# Input material
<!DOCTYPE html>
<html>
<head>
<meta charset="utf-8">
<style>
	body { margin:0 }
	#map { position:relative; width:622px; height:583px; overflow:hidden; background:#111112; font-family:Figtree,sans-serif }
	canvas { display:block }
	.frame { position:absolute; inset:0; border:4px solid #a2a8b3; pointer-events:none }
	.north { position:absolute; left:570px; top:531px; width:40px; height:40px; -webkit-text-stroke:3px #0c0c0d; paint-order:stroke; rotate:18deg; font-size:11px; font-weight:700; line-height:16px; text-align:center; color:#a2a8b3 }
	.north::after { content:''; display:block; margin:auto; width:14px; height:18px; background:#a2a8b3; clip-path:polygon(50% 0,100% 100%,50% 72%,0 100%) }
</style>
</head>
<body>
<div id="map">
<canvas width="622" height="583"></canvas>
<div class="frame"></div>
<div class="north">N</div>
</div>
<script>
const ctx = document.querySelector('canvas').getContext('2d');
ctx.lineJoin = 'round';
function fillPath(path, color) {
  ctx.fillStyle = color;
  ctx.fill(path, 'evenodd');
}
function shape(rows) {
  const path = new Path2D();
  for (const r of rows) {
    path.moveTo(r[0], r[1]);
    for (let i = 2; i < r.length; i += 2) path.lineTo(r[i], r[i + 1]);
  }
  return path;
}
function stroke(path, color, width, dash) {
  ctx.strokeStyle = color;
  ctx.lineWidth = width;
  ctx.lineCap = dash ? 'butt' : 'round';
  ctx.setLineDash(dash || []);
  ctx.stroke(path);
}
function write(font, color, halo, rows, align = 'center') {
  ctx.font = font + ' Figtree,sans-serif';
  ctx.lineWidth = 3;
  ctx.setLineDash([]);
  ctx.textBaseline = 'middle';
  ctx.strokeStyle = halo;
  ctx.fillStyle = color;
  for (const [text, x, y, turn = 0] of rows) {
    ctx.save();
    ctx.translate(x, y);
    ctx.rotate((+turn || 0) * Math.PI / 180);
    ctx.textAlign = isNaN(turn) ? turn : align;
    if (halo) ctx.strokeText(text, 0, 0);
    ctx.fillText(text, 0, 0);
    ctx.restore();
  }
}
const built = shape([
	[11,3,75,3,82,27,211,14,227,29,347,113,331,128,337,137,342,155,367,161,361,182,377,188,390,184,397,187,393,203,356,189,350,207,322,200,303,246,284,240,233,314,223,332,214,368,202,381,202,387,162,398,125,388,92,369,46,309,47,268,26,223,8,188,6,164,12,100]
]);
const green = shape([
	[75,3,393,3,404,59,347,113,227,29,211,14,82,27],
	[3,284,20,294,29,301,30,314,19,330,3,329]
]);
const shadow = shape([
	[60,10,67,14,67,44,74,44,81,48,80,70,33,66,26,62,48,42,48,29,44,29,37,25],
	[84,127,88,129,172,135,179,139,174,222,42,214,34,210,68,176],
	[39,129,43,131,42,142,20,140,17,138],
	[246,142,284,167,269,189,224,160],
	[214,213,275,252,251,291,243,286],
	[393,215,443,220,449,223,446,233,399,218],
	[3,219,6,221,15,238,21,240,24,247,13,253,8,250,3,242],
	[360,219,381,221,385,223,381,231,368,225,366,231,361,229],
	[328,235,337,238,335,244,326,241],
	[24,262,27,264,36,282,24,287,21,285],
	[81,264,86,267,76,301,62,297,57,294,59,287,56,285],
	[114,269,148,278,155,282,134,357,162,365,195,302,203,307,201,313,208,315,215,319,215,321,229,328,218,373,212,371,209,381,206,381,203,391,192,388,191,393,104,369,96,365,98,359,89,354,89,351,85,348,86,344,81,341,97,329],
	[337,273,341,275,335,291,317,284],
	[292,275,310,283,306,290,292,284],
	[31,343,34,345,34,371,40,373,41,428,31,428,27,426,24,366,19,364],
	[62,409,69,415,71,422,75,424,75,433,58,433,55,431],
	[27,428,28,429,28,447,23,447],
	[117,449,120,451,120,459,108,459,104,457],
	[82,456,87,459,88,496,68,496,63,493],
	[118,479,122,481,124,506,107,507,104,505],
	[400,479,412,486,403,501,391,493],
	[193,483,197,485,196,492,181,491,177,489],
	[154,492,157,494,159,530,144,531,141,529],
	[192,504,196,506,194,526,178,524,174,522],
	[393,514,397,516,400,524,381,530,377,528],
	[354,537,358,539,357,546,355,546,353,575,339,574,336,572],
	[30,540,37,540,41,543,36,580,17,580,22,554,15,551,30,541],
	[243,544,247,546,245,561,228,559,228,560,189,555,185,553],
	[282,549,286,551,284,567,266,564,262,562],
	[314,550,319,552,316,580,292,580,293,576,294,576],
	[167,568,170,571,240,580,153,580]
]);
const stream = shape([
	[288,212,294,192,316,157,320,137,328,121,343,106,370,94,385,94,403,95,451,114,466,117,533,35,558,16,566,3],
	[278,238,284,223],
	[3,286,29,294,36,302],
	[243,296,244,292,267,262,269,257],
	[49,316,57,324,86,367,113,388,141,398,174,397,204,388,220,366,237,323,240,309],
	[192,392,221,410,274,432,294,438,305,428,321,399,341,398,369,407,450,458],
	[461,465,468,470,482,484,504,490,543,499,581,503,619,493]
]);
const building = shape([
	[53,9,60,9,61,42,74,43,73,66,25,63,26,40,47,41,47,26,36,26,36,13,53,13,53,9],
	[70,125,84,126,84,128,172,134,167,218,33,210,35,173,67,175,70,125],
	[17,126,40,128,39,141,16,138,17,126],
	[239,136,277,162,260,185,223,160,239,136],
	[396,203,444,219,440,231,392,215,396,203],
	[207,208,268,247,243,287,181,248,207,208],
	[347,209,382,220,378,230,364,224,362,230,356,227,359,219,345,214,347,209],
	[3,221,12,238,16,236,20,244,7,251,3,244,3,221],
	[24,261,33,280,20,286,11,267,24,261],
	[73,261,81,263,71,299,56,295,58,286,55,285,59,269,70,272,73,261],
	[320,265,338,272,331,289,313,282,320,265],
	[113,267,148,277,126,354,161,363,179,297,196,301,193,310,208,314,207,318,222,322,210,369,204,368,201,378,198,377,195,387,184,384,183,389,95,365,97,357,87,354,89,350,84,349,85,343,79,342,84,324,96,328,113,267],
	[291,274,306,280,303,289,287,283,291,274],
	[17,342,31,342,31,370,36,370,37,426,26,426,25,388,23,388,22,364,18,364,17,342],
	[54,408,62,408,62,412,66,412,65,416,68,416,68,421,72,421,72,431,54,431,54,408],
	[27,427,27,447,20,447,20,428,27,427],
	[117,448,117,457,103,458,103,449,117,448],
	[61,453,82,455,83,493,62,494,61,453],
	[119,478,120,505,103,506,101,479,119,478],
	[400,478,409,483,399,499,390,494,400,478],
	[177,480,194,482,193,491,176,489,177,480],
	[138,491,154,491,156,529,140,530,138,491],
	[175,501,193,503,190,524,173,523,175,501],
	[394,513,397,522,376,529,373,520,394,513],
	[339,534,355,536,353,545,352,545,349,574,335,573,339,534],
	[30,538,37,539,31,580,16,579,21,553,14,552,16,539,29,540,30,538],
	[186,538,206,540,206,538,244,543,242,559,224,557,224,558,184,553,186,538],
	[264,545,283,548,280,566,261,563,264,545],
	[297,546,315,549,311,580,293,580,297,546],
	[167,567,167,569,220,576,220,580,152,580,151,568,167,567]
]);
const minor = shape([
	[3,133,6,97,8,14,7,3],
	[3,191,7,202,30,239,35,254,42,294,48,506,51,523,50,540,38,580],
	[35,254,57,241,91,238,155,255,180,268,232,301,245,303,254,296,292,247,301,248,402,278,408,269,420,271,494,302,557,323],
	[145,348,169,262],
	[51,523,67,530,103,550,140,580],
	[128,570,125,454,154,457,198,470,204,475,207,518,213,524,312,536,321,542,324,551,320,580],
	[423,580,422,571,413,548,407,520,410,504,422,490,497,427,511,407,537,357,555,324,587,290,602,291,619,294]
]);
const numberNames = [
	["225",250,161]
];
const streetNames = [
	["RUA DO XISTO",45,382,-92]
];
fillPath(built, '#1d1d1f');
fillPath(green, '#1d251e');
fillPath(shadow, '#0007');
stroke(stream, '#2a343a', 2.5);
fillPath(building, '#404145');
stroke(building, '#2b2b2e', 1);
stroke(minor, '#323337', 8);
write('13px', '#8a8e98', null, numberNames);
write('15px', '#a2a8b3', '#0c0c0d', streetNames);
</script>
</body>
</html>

# What the exercise asks
Respond with a number only: how many lines in the material contain the string "function"?

# Answer space
4